### Exercise goal
Every line of the material that follows must be printed again exactly.

### Supplied information
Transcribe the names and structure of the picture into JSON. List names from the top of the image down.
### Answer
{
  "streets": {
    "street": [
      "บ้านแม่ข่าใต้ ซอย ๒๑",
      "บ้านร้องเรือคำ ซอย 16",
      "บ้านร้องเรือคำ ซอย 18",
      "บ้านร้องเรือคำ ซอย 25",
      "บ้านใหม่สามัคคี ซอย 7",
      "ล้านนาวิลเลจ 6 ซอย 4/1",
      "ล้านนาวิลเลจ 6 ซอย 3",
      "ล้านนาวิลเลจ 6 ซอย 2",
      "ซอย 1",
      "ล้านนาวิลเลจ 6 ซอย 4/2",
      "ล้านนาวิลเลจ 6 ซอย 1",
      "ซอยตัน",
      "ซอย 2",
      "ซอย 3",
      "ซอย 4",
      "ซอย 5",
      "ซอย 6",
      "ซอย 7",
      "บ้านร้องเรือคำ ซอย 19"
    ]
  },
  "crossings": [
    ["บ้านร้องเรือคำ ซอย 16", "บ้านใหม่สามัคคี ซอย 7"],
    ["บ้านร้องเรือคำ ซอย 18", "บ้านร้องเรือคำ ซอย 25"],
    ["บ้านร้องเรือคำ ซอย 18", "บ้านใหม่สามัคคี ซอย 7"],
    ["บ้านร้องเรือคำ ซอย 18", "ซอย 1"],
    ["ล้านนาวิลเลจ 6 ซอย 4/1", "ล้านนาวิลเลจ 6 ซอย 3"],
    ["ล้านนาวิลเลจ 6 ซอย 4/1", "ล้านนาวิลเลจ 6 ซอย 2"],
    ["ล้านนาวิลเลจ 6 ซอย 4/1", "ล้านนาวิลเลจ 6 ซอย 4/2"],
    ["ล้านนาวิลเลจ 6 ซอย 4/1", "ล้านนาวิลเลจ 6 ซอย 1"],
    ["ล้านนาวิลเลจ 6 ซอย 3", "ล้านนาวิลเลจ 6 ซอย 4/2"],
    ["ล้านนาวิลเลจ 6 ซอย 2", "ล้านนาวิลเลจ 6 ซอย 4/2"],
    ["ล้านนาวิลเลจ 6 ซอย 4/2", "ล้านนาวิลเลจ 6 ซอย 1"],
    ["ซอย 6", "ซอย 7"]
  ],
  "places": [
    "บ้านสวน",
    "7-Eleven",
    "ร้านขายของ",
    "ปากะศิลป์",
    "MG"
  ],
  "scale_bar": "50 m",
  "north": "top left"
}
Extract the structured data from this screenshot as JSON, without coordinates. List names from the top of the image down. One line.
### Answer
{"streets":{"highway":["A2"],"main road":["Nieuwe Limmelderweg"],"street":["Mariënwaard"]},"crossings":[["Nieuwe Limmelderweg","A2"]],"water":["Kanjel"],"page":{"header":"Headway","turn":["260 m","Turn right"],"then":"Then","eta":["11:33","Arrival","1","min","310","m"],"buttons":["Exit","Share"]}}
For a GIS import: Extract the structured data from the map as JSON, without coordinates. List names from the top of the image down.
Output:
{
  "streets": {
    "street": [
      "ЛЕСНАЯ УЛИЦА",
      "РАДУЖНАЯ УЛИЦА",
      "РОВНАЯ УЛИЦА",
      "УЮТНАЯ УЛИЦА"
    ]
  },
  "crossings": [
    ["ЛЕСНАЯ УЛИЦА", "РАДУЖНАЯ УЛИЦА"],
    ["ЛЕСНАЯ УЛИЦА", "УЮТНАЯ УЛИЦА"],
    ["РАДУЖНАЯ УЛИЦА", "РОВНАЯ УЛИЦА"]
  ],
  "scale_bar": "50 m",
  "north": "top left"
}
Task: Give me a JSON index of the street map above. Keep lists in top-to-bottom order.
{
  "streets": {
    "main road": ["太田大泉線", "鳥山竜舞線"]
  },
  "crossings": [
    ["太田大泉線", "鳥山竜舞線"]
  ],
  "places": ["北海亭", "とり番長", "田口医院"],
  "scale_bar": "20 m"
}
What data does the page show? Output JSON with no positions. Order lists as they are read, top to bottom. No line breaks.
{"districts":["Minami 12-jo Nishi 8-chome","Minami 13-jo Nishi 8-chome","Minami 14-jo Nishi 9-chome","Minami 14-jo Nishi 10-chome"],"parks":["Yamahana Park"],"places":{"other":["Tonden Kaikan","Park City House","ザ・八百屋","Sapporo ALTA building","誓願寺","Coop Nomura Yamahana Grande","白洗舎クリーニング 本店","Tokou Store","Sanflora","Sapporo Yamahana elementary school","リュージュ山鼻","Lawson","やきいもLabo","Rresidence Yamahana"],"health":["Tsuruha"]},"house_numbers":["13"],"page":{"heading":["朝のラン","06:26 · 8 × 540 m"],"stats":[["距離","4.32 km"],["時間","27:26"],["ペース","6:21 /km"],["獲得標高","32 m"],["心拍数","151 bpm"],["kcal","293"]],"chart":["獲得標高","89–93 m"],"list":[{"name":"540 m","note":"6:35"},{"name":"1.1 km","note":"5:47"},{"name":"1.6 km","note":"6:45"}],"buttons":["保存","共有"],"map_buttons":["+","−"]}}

### Response to the exercise
Transcribe the names and structure of the picture into JSON. List names from the top of the image down.
### Answer
{
  "streets": {
    "street": [
      "บ้านแม่ข่าใต้ ซอย ๒๑",
      "บ้านร้องเรือคำ ซอย 16",
      "บ้านร้องเรือคำ ซอย 18",
      "บ้านร้องเรือคำ ซอย 25",
      "บ้านใหม่สามัคคี ซอย 7",
      "ล้านนาวิลเลจ 6 ซอย 4/1",
      "ล้านนาวิลเลจ 6 ซอย 3",
      "ล้านนาวิลเลจ 6 ซอย 2",
      "ซอย 1",
      "ล้านนาวิลเลจ 6 ซอย 4/2",
      "ล้านนาวิลเลจ 6 ซอย 1",
      "ซอยตัน",
      "ซอย 2",
      "ซอย 3",
      "ซอย 4",
      "ซอย 5",
      "ซอย 6",
      "ซอย 7",
      "บ้านร้องเรือคำ ซอย 19"
    ]
  },
  "crossings": [
    ["บ้านร้องเรือคำ ซอย 16", "บ้านใหม่สามัคคี ซอย 7"],
    ["บ้านร้องเรือคำ ซอย 18", "บ้านร้องเรือคำ ซอย 25"],
    ["บ้านร้องเรือคำ ซอย 18", "บ้านใหม่สามัคคี ซอย 7"],
    ["บ้านร้องเรือคำ ซอย 18", "ซอย 1"],
    ["ล้านนาวิลเลจ 6 ซอย 4/1", "ล้านนาวิลเลจ 6 ซอย 3"],
    ["ล้านนาวิลเลจ 6 ซอย 4/1", "ล้านนาวิลเลจ 6 ซอย 2"],
    ["ล้านนาวิลเลจ 6 ซอย 4/1", "ล้านนาวิลเลจ 6 ซอย 4/2"],
    ["ล้านนาวิลเลจ 6 ซอย 4/1", "ล้านนาวิลเลจ 6 ซอย 1"],
    ["ล้านนาวิลเลจ 6 ซอย 3", "ล้านนาวิลเลจ 6 ซอย 4/2"],
    ["ล้านนาวิลเลจ 6 ซอย 2", "ล้านนาวิลเลจ 6 ซอย 4/2"],
    ["ล้านนาวิลเลจ 6 ซอย 4/2", "ล้านนาวิลเลจ 6 ซอย 1"],
    ["ซอย 6", "ซอย 7"]
  ],
  "places": [
    "บ้านสวน",
    "7-Eleven",
    "ร้านขายของ",
    "ปากะศิลป์",
    "MG"
  ],
  "scale_bar": "50 m",
  "north": "top left"
}
Extract the structured data from this screenshot as JSON, without coordinates. List names from the top of the image down. One line.
### Answer
{"streets":{"highway":["A2"],"main road":["Nieuwe Limmelderweg"],"street":["Mariënwaard"]},"crossings":[["Nieuwe Limmelderweg","A2"]],"water":["Kanjel"],"page":{"header":"Headway","turn":["260 m","Turn right"],"then":"Then","eta":["11:33","Arrival","1","min","310","m"],"buttons":["Exit","Share"]}}
For a GIS import: Extract the structured data from the map as JSON, without coordinates. List names from the top of the image down.
Output:
{
  "streets": {
    "street": [
      "ЛЕСНАЯ УЛИЦА",
      "РАДУЖНАЯ УЛИЦА",
      "РОВНАЯ УЛИЦА",
      "УЮТНАЯ УЛИЦА"
    ]
  },
  "crossings": [
    ["ЛЕСНАЯ УЛИЦА", "РАДУЖНАЯ УЛИЦА"],
    ["ЛЕСНАЯ УЛИЦА", "УЮТНАЯ УЛИЦА"],
    ["РАДУЖНАЯ УЛИЦА", "РОВНАЯ УЛИЦА"]
  ],
  "scale_bar": "50 m",
  "north": "top left"
}
Task: Give me a JSON index of the street map above. Keep lists in top-to-bottom order.
{
  "streets": {
    "main road": ["太田大泉線", "鳥山竜舞線"]
  },
  "crossings": [
    ["太田大泉線", "鳥山竜舞線"]
  ],
  "places": ["北海亭", "とり番長", "田口医院"],
  "scale_bar": "20 m"
}
What data does the page show? Output JSON with no positions. Order lists as they are read, top to bottom. No line breaks.
{"districts":["Minami 12-jo Nishi 8-chome","Minami 13-jo Nishi 8-chome","Minami 14-jo Nishi 9-chome","Minami 14-jo Nishi 10-chome"],"parks":["Yamahana Park"],"places":{"other":["Tonden Kaikan","Park City House","ザ・八百屋","Sapporo ALTA building","誓願寺","Coop Nomura Yamahana Grande","白洗舎クリーニング 本店","Tokou Store","Sanflora","Sapporo Yamahana elementary school","リュージュ山鼻","Lawson","やきいもLabo","Rresidence Yamahana"],"health":["Tsuruha"]},"house_numbers":["13"],"page":{"heading":["朝のラン","06:26 · 8 × 540 m"],"stats":[["距離","4.32 km"],["時間","27:26"],["ペース","6:21 /km"],["獲得標高","32 m"],["心拍数","151 bpm"],["kcal","293"]],"chart":["獲得標高","89–93 m"],"list":[{"name":"540 m","note":"6:35"},{"name":"1.1 km","note":"5:47"},{"name":"1.6 km","note":"6:45"}],"buttons":["保存","共有"],"map_buttons":["+","−"]}}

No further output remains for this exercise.